Under the second allocation scheme, the groundwater levels decrease from the northeast to the southwest (Figure 7a). Figure 7b shows the spatial distribution of elevation. However, due to controlled groundwater exploitation, the cones of depression observed in 2013 disappear in 2035, and the average groundwater level increases from 34.27 m in 2013 to 34.81 m in 2035. The highest and lowest groundwater level are 73.53 m and 18.32 m, and the average groundwater depth is recovered to 4.92 m. Although the average groundwater level of study area does not exceed the upper limit of water level, there are some water sources with a groundwater level higher than the upper limit of water level, indicating the need to consider the effect of groundwater exploitation on local water sources.
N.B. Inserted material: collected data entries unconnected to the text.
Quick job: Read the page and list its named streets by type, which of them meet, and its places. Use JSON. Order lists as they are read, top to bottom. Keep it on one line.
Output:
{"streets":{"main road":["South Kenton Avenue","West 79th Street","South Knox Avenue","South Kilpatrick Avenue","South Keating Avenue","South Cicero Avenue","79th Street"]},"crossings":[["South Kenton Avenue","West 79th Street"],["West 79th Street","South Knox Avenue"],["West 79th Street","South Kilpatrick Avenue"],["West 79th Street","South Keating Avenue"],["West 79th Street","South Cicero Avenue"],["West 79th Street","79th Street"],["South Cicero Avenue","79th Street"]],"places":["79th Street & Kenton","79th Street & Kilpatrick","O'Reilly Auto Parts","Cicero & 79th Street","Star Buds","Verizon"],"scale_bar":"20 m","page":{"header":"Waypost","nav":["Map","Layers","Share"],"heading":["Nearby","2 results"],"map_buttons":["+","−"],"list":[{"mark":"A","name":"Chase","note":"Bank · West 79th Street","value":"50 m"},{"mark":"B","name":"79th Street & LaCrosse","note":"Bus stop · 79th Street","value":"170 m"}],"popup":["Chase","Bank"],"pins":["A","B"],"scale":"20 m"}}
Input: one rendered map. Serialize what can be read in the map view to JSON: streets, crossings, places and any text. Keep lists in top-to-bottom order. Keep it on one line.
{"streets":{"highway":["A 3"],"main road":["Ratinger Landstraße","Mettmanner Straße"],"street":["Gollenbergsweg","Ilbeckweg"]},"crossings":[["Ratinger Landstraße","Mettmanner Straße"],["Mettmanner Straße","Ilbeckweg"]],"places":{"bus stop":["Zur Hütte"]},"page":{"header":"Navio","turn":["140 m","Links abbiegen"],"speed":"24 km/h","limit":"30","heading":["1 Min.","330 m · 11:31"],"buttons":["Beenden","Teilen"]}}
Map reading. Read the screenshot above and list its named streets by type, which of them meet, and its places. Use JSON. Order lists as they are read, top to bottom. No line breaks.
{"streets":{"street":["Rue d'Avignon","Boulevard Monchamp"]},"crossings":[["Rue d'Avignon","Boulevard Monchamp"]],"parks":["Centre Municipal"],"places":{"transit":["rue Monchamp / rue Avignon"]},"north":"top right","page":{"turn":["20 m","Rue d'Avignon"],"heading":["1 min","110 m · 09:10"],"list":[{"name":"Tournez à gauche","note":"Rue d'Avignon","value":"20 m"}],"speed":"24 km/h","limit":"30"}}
3.3.3. Groundwater Exploitation Schemes and Water Sources Arrangement

In China, for controlling groundwater overexploitation, the government sets a restrictive groundwater exploitation for each city every year. However, we do not know how the groundwater level will change with this restrictive groundwater exploitation and whether this value is reasonable. So we want to search an appropriate groundwater exploitation that does not exceed the restrictive value for water resources optimal allocation. Then put the appropriate value into groundwater numerical model and simulate the groundwater level. If the water level is between the upper and lower limits of water level, the groundwater exploitation is reasonable. The reasonable value is considered as the recommended groundwater exploitation.

Considering that the groundwater level of Libayan is expected to exceed the upper limit of water level at the end of simulation period, it is necessary to calculate the groundwater exploitation of the Urban District in 2030 on the premise of ensuring groundwater recharge-discharge balance in 2020. Finally, groundwater exploitation of Urban District in 2030 is recommended by reasonably adjusting groundwater exploitation. The average groundwater level is 34.72 m and the groundwater levels of all municipal water sources are within critical groundwater level in 2035. Thus, the recommended groundwater exploitation is obtained.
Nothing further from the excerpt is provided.